Abstract
Abstract
Introduction: Pelvic Organ Prolapse is the descent of one or more of the anterior vaginal wall, posterior vaginal wall, the uterus (cervix), or the apex of the vagina (vaginal vault or cuff scar after hysterectomy). Surgery improves both anatomic problems and the symptoms related to them. Prolapse surgery has been changing constantly over years. There are growing evidences supporting or against the existing options of surgical treatment as well as new emerging trends. Surgical management of pelvic organ prolapse in Ethiopia had evolved from abdominal hysterectomy to vaginal hysterectomy 30 years ago and was later supplemented with McCall’s culdoplasty. Related to the opening of Urogynecology centers in some institutions in the country, the surgical management of pelvic organ prolapse and the training level of gynecologists are not uniform nationally. This study is expected to identify the current practice of Ethiopian gynecologists in the surgical management of pelvic organ prolapse.
Objectives: This study was done to assess the surgical management practice of Ethiopian gynecologists on pelvic organ prolapse.
Methods: A cross-sectional study was conducted among all Gynecologists in Ethiopia from January to June 2021. Data was collected using online Google forms using structured questionnaires prepared in English. Data were checked, coded, and entered into Epi info 7 and exported to SPSS version 22 software for analysis. Descriptive statistics was done.

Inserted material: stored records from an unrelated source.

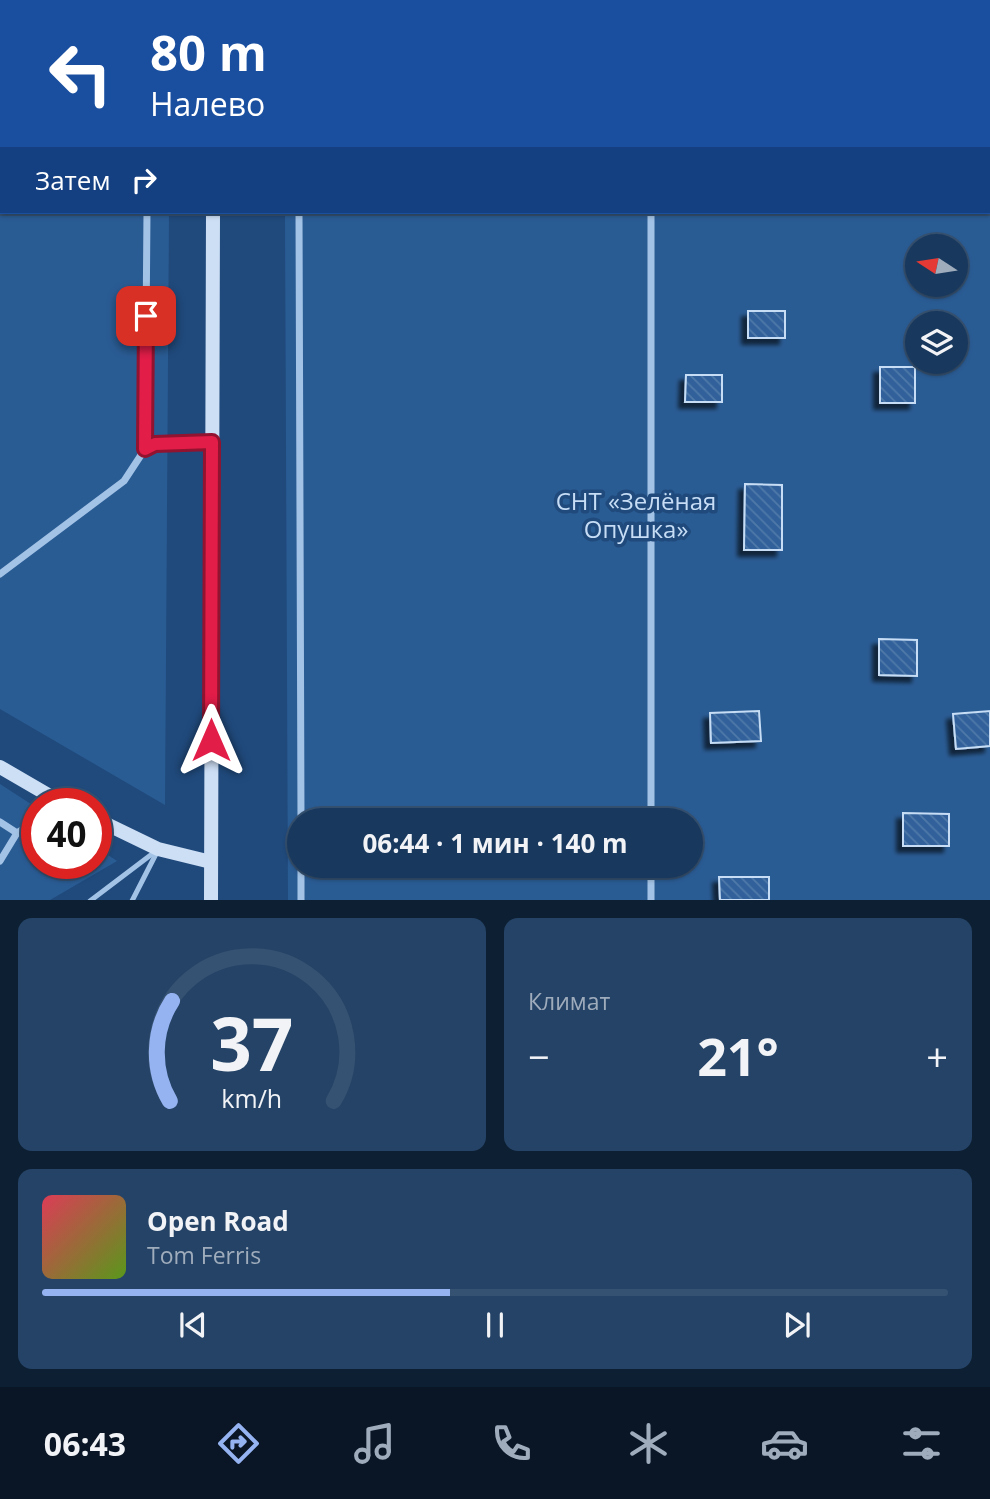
<!DOCTYPE html>
<html lang="ru">
<meta charset="utf-8">
<style>
body{margin:0;font-family:"Open Sans",sans-serif;background:#254366;color:#f1f3f6;height:100vh;display:flex;flex-direction:column;font-size:26px;white-space:nowrap}
*{box-sizing:border-box;margin:0}
p{font-size:23px;color:#9facbc}
.icon{flex:none;width:38px;height:38px;fill:none;stroke:currentColor;stroke-width:2;stroke-linecap:round;stroke-linejoin:round}
.map{position:relative;height:900px;overflow:hidden}
.side{display:flex;flex-direction:column;gap:18px;padding:18px;background:#0d1f33;flex:1}
.side>*{flex:none}
.hud{position:absolute;left:0px;top:0px;width:990px;height:214px;box-shadow:0 2px 5px #0004,0 0 0 2px #365272;background:#1a4fa0;color:#fff;overflow:hidden}
.needle{width:46px;rotate:282deg}
.buttons{position:absolute;left:905px;top:234px;display:grid;gap:14px}
.buttons a{display:grid;place-items:center;width:63px;height:63px;border-radius:50%;background:#18385d;box-shadow:0 2px 5px #0004,0 0 0 2px #365272;font-size:35px}
.speed{position:absolute;left:21px;top:788px;display:flex;gap:14px;font-size:35px;font-weight:700;text-align:center}
.speed>*{display:grid;place-content:center;width:91px;height:91px;border-radius:50%;background:#18385d;box-shadow:0 2px 5px #0004,0 0 0 2px #365272;line-height:1}
.speed .limit{border:10px solid #d22;background:#fff;color:#111}
.pin{position:absolute;display:grid;place-items:center;width:60px;height:60px;color:#fff;margin:-30px;border-radius:14px;box-shadow:0 4px 10px #0006}
.me{position:absolute;width:77px;margin:-38px;rotate:0deg;stroke-linejoin:round;filter:drop-shadow(0 0 5px #0008)}
.turn{display:flex;align-items:center;gap:24px;height:147px;padding:0 35px;font-size:32px}
.turn .icon{width:91px;height:91px;stroke-width:2.5}
.turn b{display:block;font-size:49px;line-height:60px}
.then{display:flex;align-items:center;height:66px;padding:0 35px;background:#0003;gap:14px;font-size:26px}
.big{font-size:52px;font-weight:700;line-height:1.1}
.side .widget{flex:1;display:flex;flex-direction:column;justify-content:center;gap:10px;min-width:0;padding:0 24px;border-radius:14px;background:#254366}
.side .dial{align-items:center;gap:0}
.dial svg{height:182px;overflow:visible;fill:none;stroke:#365272;stroke-width:7;stroke-linecap:round;text-anchor:middle}
.dial text{fill:#f1f3f6;stroke:none}
.song{display:flex;align-items:center;gap:21px}
.cover{width:84px;height:84px;border-radius:10px;background:linear-gradient(135deg,hsl(350 70% 55%),hsl(90 70% 35%))}
.played{height:7px;border-radius:4px;background:linear-gradient(90deg,#95b2f1 45%,#365272 45%)}
.keys{display:flex;justify-content:space-around;direction:ltr}
.heat{display:flex;justify-content:space-between;align-items:center;font-size:38px;direction:ltr}
.side .tiles{flex:1;display:grid;gap:18px;grid-template-columns:1fr 1fr}
.widget:last-child{grid-column:span 2}
.trip{position:absolute;left:287px;top:808px;width:416px;height:70px;border-radius:35px;background:#18385d;box-shadow:0 2px 5px #0004,0 0 0 2px #365272;font-weight:700;line-height:70px;text-align:center}
.tab-bar{display:flex;height:112px;justify-content:space-around;align-items:center;background:#0a1625;color:#9facbc}
.tab-bar .icon{width:49px;height:49px}
.tab-bar .selected{color:#95b2f1}
.tab-bar b{font-size:32px;color:#f1f3f6}
.map>svg:first-child{display:block}
.garden{fill:#2a5c94;fill-rule:evenodd}
.building{fill:url(#building-back-hatch);stroke:#c6ddf5;stroke-width:2;filter:url(#shadow)}
.lines{fill:none;stroke-linecap:round;stroke-linejoin:round}
.lane{stroke:#a3c3e6;stroke-width:5}
.street{stroke:#a3c3e6;stroke-width:7}
.secondary{stroke:#cddff5;stroke-width:14}
.route-casing{stroke:#92132f;stroke-width:18}
.route{stroke:#e11d48;stroke-width:12}
.labels{text-anchor:middle;stroke-width:7;stroke-linejoin:round;paint-order:stroke}
.park-label{font-size:24px;fill:#c6ddf5;stroke:#204a7c}
</style>
<div class="map">
<svg width="990" height="901" viewBox="0 0 990 901">
<defs>
<pattern id="building-back-hatch" width="6" height="6" patternUnits="userSpaceOnUse" patternTransform="scale(1.75)"><rect width="6" height="6" fill="#30619a"/><path d="M-1 5l2 2M0 0l6 6M5-1l2 2" fill="none" stroke="#4f79a9"/></pattern>
<filter id="shadow"><feDropShadow dx="-6" dy="6" stdDeviation="2" flood-color="#0009"/></filter>
</defs>
<rect width="100%" height="100%" fill="#204a7c"/>
<g class="garden">
<path d="M 0,0 L 169,0 L 2,2 L 2,212 L 169,212 L 165,805 L 0,709 Z"/>
<path d="M 284,0 L 990,0 L 990,900 L 288,900 L 285,212 L 989,212 L 989,2 ZM 917,247 L 956,247 L 956,285 L 917,285 ZM 917,324 L 956,324 L 956,362 L 917,362 ZM 299,821 L 691,821 L 691,866 L 299,866 Z"/>
<path d="M 0,784 L 37,808 L 37,863 L 96,863 L 96,847 L 117,861 L 50,900 L 0,900 Z"/>
</g>
<g class="building">
<rect x="748" y="311" width="37" height="27"/>
<rect x="880" y="367" width="35" height="36"/>
<path d="M 686,375 L 722,375 L 722,402 L 685,402 Z"/>
<path d="M 745,484 L 782,485 L 782,550 L 744,550 Z"/>
<path d="M 879,639 L 917,640 L 917,676 L 879,675 Z"/>
<path d="M 759,711 L 761,741 L 711,743 L 710,713 Z"/>
<path d="M 990,711 L 990,746 L 956,749 L 953,714 Z"/>
<path d="M 903,813 L 949,814 L 949,846 L 903,846 Z"/>
<path d="M 719,877 L 769,877 L 769,900 L 720,900 Z"/>
</g>
<g class="lines">
<g class="lane">
<path d="M 90,901 L 156,851"/>
<path d="M 132,901 L 157,852"/>
</g>
<g class="street">
<path d="M 298,0 L 298,2"/>
<path d="M 147,2 L 147,0"/>
<path d="M 652,2 L 652,0"/>
<path d="M 989,166 L 990,166"/>
<path d="M 299,212 L 301,821"/>
<path d="M 145,449 L 155,445 L 212,442"/>
<path d="M 0,574 L 124,481 L 145,449 L 147,212"/>
<path d="M 651,821 L 651,212"/>
<path d="M 0,822 L 17,833"/>
<path d="M 0,861 L 17,833 L 37,820"/>
<path d="M 301,866 L 301,901"/>
<path d="M 651,866 L 651,901"/>
</g>
<g class="secondary">
<path d="M 214,2 L 214,0"/>
<path d="M 0,767 L 62,803"/>
<path d="M 96,819 L 158,849 L 211,862"/>
<path d="M 211,901 L 213,212"/>
</g>
</g>
<g class="lines">
<defs>
<path id="route" d="M 146,316 L 145,449 L 155,444 L 212,442 L 211,740"/>
</defs>
<use href="#route" class="route-casing"/>
<use href="#route" class="route"/>
</g>
<g class="labels">
<g class="park-label">
<text x="636" y="510">СНТ «Зелёная<tspan x="636" dy="28">Опушка»</tspan></text>
</g>
</g>
</svg>
<div class="buttons">
<a><svg class="needle" viewBox="-14 -14 28 28"><path d="M0-13l5 13h-10z" fill="#e53935"/><path d="M0 13l5-13h-10z" fill="#9facbc"/></svg></a>
<a><svg class="icon" aria-label="layers" viewBox="0 0 24 24"><path d="M12 4l9 5-9 5-9-5zM3 14l9 5 9-5"/></svg></a>
</div>
<div class="speed"><div class="limit">40</div></div>
<div class="pin" style="left:146px;top:316px;background:#d93025"><svg class="icon" aria-label="arrive" viewBox="0 0 24 24"><path d="M6 21V4h12l-3 4 3 4H6"/></svg></div>
<svg class="me" style="left:211px;top:740px" viewBox="-20 -20 40 40"><path d="M0-17L14 15 0 8-14 15z" fill="#e11d48" stroke="#fff" stroke-width="4"/></svg>
<div class="trip">06:44 · 1 мин · 140 m</div>
<div class="hud">
<div class="turn"><svg class="icon" aria-label="left" viewBox="0 0 24 24"><path d="M17 20v-9H6M10 6l-5 5 5 5"/></svg><div><b>80 m</b>Налево</div></div>
<div class="then">Затем<svg class="icon" aria-label="right" viewBox="0 0 24 24"><path d="M7 20v-9h11M14 6l5 5-5 5"/></svg></div>
</div>
</div>
<section class="side">
<div class="tiles">
<div class="widget dial"><svg viewBox="0 0 100 80">
<path d="M14 69A42 42 0 1 1 86 69"/>
<path d="M14 69A42 42 0 0 1 15 25" stroke="#95b2f1"/>
<text x="50" y="56" font-size="32" font-weight="700">37</text>
<text x="50" y="72" font-size="11">km/h</text>
</svg></div>
<div class="widget"><p>Климат</p>
<div class="heat"><a>−</a><b class="big">21°</b><a>+</a></div>
</div>
<div class="widget">
<div class="song"><i class="cover"></i><div><b>Open Road</b><p>Tom Ferris</p></div></div>
<div class="played"></div>
<div class="keys"><svg class="icon" aria-label="previous" viewBox="0 0 24 24"><path d="M18 5L8 12l10 7zM5 5v14"/></svg><svg class="icon" aria-label="pause" viewBox="0 0 24 24"><path d="M8 5v14M16 5v14"/></svg><svg class="icon" aria-label="next" viewBox="0 0 24 24"><path d="M6 5l10 7-10 7zM19 5v14"/></svg></div>
</div>
</div>
</section>
<nav class="tab-bar">
<b>06:43</b>
<svg class="icon selected" aria-label="directions" viewBox="0 0 24 24"><path d="M12 3l9 9-9 9-9-9zM9 14v-3h6M13 9l2 2-2 2"/></svg>
<svg class="icon" aria-label="music" viewBox="0 0 24 24"><path d="M9 18V5l10-2v13"/><circle cx="6" cy="18" r="3"/><circle cx="16" cy="16" r="3"/></svg>
<svg class="icon" aria-label="phone" viewBox="0 0 24 24"><path d="M5 4h4l2 5-3 2q2 4 5 5l2-3 5 2v4C11 20 4 13 5 4z"/></svg>
<svg class="icon" aria-label="climate" viewBox="0 0 24 24"><path d="M12 3v18M4 7l16 10M4 17L20 7"/></svg>
<svg class="icon" aria-label="car" viewBox="0 0 24 24"><path d="M5 17H2v-5l4-1 3-4h7l3 4 3 1v5h-3M9 17h6M6 11h13"/><circle cx="7" cy="17" r="2"/><circle cx="17" cy="17" r="2"/></svg>
<svg class="icon" aria-label="filters" viewBox="0 0 24 24"><path d="M4 7h16M4 17h16"/><circle cx="9" cy="7" r="2"/><circle cx="15" cy="17" r="2"/></svg>
</nav>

Results: 280 Ethiopian gynecologists have responded to the study. Anterior colporrhaphy(98.6%), vaginal hysterectomy with McCall’s culdoplasty (51.8%), and Posterior colporrhaphy(97.5%) were the commonest surgical procedures performed for anterior vaginal wall prolapse, apical prolapse (uterine/cervical), and posterior vaginal wall prolapse respectively. Abdominal and vaginal paravaginal repair for anterior vaginal wall prolapse were performed only by 3.2% and 0.7% of the gynecologists respectively. Sacrospinous ligament fixation and sacrocolpopexy for apical prolapse were performed only by 32.9% and 9.3% of the gynecologists respectively. Site-specific posterior repair for posterior vaginal wall prolapse was performed only by 23.9% of the gynecologists. The reasons mentioned not to perform paravaginal repair, sacrocolpopexy, sacrospinous ligament fixation, and site-specific posterior repair were lack of skill and lack of appropriate materials.
Conclusion and Recommendation: Most Ethiopian gynecologists are still sticking to vaginal hysterectomy and colporrhaphy procedures for treatment of pelvic organ prolapse due to lack of skill and appropriate materials to perform the other procedures. Short term training on contemporary surgical treatment options and provision of appropriate materials could improve the standard of care of women with pelvic organ prolapse.